The formation flew on, a wedge of rainbow-colored machines high up in the sky. Herr Rittmeister’s scarlet machine was still flying point, flying at the lowest altitude, weaving from side to side like a fretful sheepdog in order to keep all of the planes tightly grouped.
They were passing through fleec
y clouds as gray as gun-smoke. Goldstein liked clouds. Flying though them gave a thrilling sensation of speed, and banks of cloud could be useful when staging an ambush, or escaping from one. Now and then the clouds would thin, and Goldstein could view the world below. At this altitude, the savage details had vanished. The wartorn landscape was a seemingly serene patchwork quilt of gold and brown.
Goldstein was happy. He was in his environment. There was the engine’s vibration and its comforting drone to keep him company, the gleam of sunlight on the varnished wood of his cockpit, and the instant response of his machine to his slightest touch. There was, of course, the bitter windchill to contend with, and the ear pops and inevitable altitude headache, but those minor plagues aside, he was not the least bit uncomfortable being in the air.
Goldstein had never been afraid of flying. Not even during his very first training flight. He had not been a natural. Far from it. He’d cracked up several trainers, and had almost washed out, but he’d managed to pass the initial examinations, and then, one day, it all seemed to click into place for him. The rest of flight school was easy.
Learning to fly had changed his life. On the ground he was still the same gangling, carrot-topped introvert, but in the air he became something exceptional: a battle flier.
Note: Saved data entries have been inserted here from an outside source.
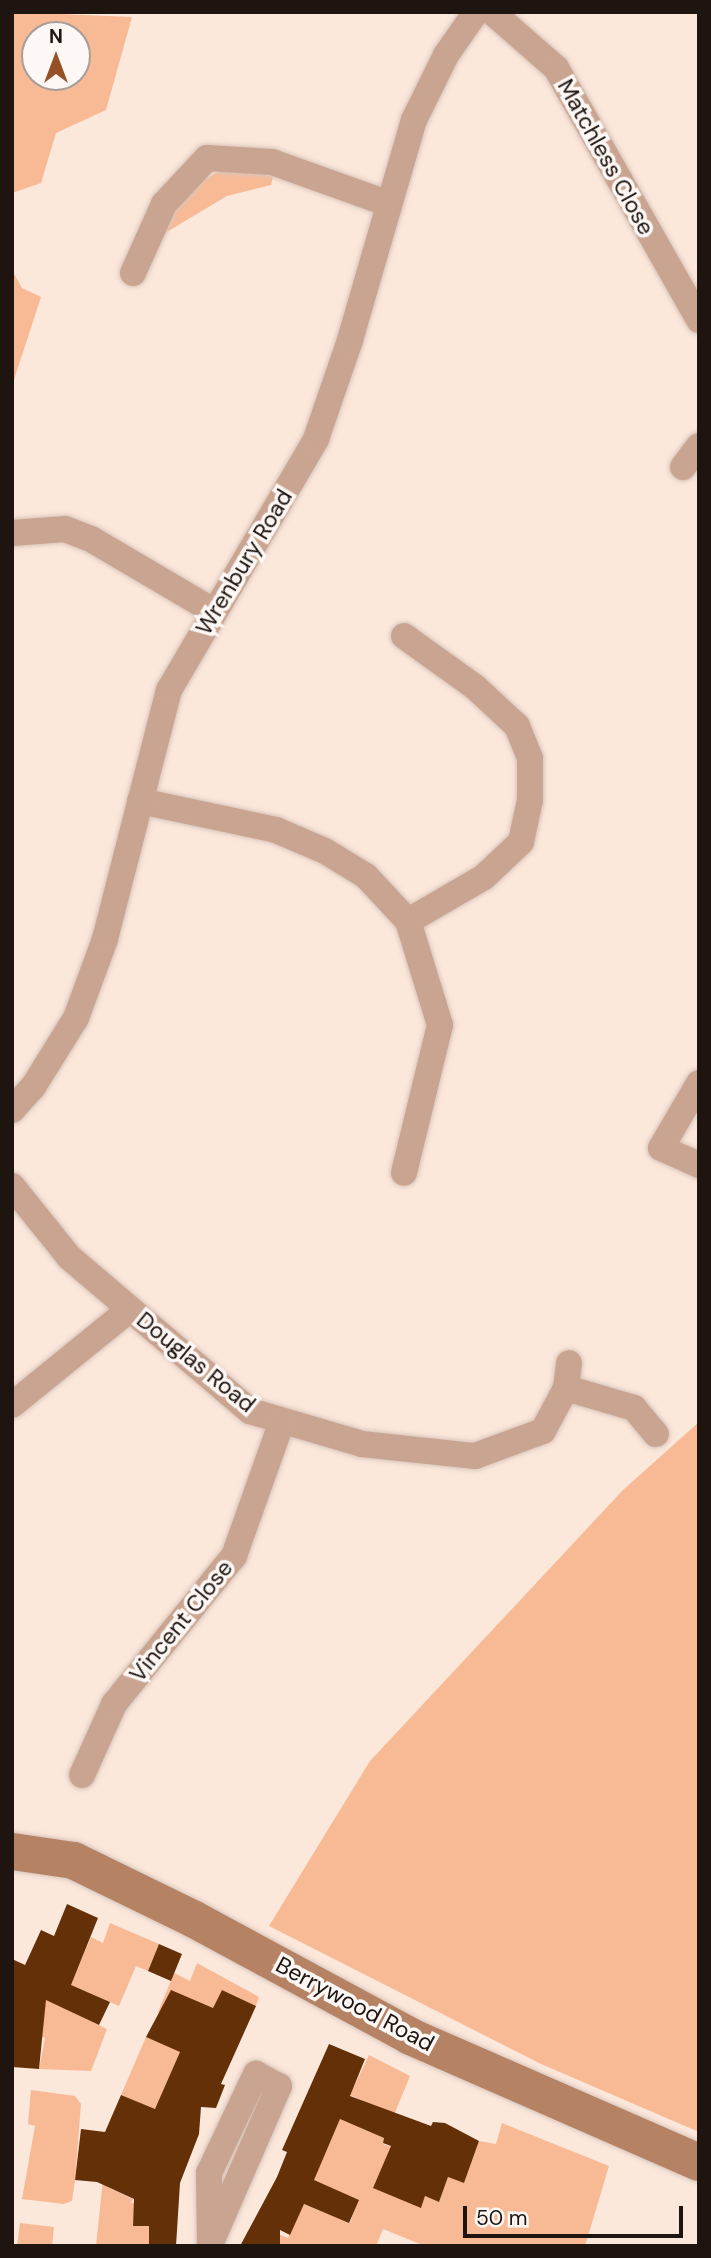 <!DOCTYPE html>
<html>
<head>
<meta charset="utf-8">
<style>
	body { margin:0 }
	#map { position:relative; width:711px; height:2258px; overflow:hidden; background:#fce7db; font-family:"DM Sans",sans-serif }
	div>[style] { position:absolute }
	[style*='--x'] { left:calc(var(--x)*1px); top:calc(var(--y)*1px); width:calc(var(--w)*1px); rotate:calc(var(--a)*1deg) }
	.green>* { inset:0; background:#f8ba95 }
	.building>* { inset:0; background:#643008 }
	.roads { filter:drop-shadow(0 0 2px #d8c5bb) drop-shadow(0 0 2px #d8c5bb) }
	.street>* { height:26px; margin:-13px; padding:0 13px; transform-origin:13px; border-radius:13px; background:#c9a591 }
	.secondary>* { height:37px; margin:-18.5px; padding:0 18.5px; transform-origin:18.5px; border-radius:18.5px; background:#b58264 }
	span { translate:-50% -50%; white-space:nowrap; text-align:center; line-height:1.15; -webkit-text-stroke:7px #fdf8f5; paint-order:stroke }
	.street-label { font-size:23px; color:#1e1510 }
	.frame { position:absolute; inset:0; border:14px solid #1e1510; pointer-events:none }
	.north { position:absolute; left:21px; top:21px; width:70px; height:70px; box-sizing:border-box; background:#fdf8f5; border:2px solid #a49d99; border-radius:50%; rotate:0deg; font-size:19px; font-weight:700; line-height:28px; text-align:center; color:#1e1510 }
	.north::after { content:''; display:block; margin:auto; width:24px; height:32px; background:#955123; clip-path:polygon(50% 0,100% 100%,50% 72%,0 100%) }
	.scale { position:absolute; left:463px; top:2206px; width:220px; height:32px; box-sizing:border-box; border:4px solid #1e1510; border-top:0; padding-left:9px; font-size:21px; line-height:24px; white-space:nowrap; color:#1e1510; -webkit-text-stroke:5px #fdf8f5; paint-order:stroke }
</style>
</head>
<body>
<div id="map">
	<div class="green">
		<i style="clip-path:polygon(evenodd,12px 12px,132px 17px,106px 110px,56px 133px,41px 183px,12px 193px,12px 12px,35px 35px,77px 35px,77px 77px,35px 77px,35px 35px)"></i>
		<i style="clip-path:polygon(243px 169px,273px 177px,271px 185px,227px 196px,165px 233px,173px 208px,192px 186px,220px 171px)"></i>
		<i style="clip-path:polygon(12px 270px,22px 288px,41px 297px,12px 386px)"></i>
		<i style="clip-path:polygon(699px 1422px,699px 2132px,541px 2064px,269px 1926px,370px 1761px,623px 1490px)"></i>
		<i style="clip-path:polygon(110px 1923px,159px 1944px,148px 1971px,136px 1966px,119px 2006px,85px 1991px,74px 2013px,107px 2029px,91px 2071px,39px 2069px,45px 2038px,25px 2029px,49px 1976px,68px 1982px,74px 1977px,91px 1937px,103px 1943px)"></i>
		<i style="clip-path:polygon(197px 1963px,259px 1997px,256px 2006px,222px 1990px,213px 2008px,182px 2022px,158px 2012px,174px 1973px,190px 1981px)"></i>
		<i style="clip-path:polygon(146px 2037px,182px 2049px,169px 2116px,121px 2095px)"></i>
		<i style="clip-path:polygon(369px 2055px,410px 2076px,394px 2115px,350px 2095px)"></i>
		<i style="clip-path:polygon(31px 2090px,75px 2096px,81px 2104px,75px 2180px,72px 2201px,64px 2204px,22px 2199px,35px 2126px,28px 2124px)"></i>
		<i style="clip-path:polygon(340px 2119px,384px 2138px,383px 2144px,400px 2150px,421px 2207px,425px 2196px,439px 2202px,448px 2177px,464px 2183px,479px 2141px,496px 2144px,502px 2123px,609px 2166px,585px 2246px,425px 2246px,383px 2229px,376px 2246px,280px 2246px,255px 2225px,288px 2238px,303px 2204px,350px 2223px,358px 2200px,313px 2181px)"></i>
		<i style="clip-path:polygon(109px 2122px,137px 2132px,107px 2187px,133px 2199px,131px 2203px,177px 2204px,134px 2212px,133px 2226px,149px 2226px,149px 2246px,96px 2246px)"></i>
		<i style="clip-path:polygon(20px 2223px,54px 2227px,52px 2246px,17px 2246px)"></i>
	</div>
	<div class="building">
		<i style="clip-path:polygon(67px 1904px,98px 1918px,71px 1985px,110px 2002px,99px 2025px,46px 2000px,39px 2069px,12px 2067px,12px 1959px,25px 1965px,41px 1930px,54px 1936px)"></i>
		<i style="clip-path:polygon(159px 1944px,182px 1954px,171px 1981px,148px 1971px)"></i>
		<i style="clip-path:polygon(171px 1990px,213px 2008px,222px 1990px,256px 2006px,221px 2084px,225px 2085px,216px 2108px,201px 2107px,199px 2134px,180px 2183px,176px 2246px,149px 2246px,149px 2226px,133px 2226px,134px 2199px,97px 2182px,75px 2180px,81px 2129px,105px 2132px,121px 2095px,155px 2109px,180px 2052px,146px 2037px)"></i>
		<i style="clip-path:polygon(329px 2044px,365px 2059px,350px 2096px,431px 2126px,433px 2122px,445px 2123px,479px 2141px,464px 2183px,448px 2177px,439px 2202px,425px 2196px,421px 2208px,373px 2188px,391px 2146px,383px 2143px,384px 2138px,340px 2119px,314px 2180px,359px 2200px,349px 2223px,304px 2204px,290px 2235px,280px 2230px,280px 2246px,240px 2246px,277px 2177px,287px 2152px,282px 2150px)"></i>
	</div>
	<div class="roads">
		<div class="street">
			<i style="--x:492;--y:12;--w:85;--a:41.2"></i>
			<i style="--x:556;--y:68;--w:290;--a:60.4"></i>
			<i style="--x:133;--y:273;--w:76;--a:-65.8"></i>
			<i style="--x:164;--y:204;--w:63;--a:-46.9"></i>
			<i style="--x:207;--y:158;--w:65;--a:3.5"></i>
			<i style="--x:272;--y:162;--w:124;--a:19.7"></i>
			<i style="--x:683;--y:467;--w:26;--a:-53"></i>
			<i style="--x:12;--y:533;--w:53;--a:-4.3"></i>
			<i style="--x:65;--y:529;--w:28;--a:21"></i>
			<i style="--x:91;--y:539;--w:142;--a:30.5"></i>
			<i style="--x:404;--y:636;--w:87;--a:35.7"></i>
			<i style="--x:475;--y:687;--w:57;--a:42.9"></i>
			<i style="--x:517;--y:726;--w:35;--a:68"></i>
			<i style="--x:530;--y:759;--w:41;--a:90"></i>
			<i style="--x:530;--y:800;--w:43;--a:102.1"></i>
			<i style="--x:521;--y:842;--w:51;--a:136.6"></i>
			<i style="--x:484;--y:877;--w:88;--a:149.9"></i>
			<i style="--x:140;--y:801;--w:139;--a:12"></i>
			<i style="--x:276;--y:830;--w:53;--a:23.2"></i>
			<i style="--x:325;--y:851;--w:48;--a:31.4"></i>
			<i style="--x:366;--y:876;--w:62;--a:47"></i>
			<i style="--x:408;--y:921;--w:109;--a:72.9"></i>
			<i style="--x:440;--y:1025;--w:152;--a:103.7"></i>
			<i style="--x:699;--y:1083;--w:75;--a:120.3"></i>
			<i style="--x:661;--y:1148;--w:42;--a:24.1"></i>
			<i style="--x:12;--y:1110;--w:31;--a:-48"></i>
			<i style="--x:33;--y:1087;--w:81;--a:-58.1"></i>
			<i style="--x:76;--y:1018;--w:84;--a:-69.8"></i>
			<i style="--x:105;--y:939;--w:257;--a:-75.6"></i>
			<i style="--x:169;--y:690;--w:291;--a:-59.6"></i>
			<i style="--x:316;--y:439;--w:105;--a:-71"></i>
			<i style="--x:350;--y:340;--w:229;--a:-73.8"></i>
			<i style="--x:414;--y:120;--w:72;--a:-63.8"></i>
			<i style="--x:446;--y:55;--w:52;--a:-55.1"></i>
			<i style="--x:12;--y:1186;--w:91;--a:51.2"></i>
			<i style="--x:69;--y:1257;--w:238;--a:40.4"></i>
			<i style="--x:250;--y:1411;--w:117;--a:16.4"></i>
			<i style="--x:362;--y:1444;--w:114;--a:6.1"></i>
			<i style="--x:475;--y:1456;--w:72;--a:-20.2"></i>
			<i style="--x:543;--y:1431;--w:49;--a:-61.9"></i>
			<i style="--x:566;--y:1388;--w:25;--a:-83"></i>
			<i style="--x:566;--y:1388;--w:71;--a:16.4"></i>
			<i style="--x:634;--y:1408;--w:34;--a:50"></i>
			<i style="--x:12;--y:1405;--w:152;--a:-39.1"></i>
			<i style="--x:82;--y:1775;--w:78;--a:-65.7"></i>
			<i style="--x:114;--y:1704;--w:191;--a:-51"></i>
			<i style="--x:234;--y:1556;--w:143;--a:-70.4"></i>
			<i style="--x:210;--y:2246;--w:73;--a:-90.8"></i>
			<i style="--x:209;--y:2173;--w:110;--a:-64.6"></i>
			<i style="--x:256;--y:2074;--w:26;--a:28"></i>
			<i style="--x:279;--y:2086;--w:173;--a:113.5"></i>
		</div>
		<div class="secondary">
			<i style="--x:12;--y:1851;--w:62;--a:8.4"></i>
			<i style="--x:73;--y:1860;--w:135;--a:26"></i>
			<i style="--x:194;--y:1919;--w:246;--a:28.4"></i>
			<i style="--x:410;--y:2036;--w:315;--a:23.6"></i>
		</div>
	</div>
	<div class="street-label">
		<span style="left:606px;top:157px;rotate:61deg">Matchless Close</span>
		<span style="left:244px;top:562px;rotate:-59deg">Wrenbury Road</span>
		<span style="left:196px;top:1362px;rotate:39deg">Douglas Road</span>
		<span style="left:181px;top:1621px;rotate:-51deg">Vincent Close</span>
		<span style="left:355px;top:2004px;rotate:28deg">Berrywood Road</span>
	</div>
	<div class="frame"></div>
	<div class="north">N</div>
	<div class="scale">50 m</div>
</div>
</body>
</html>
He didn’t think he was as good as his idol Herr Cavalrycaptain Richthofen, who had close to eighty confirmed kills in his two and a half years as a flier in the war, but Goldstein considered himself to be the equal of any mortal…
The formation climbed to 16,000 feet and leveled off as it entered the sector where the British planes were supposed to be. At this altitude the clouds had thinned out to wispy cirrus layers, making visibility reasonably good. Like all the others, Goldstein was trying to be the first to spot the enemy. Seeing them before they saw you was crucial for a successful attack.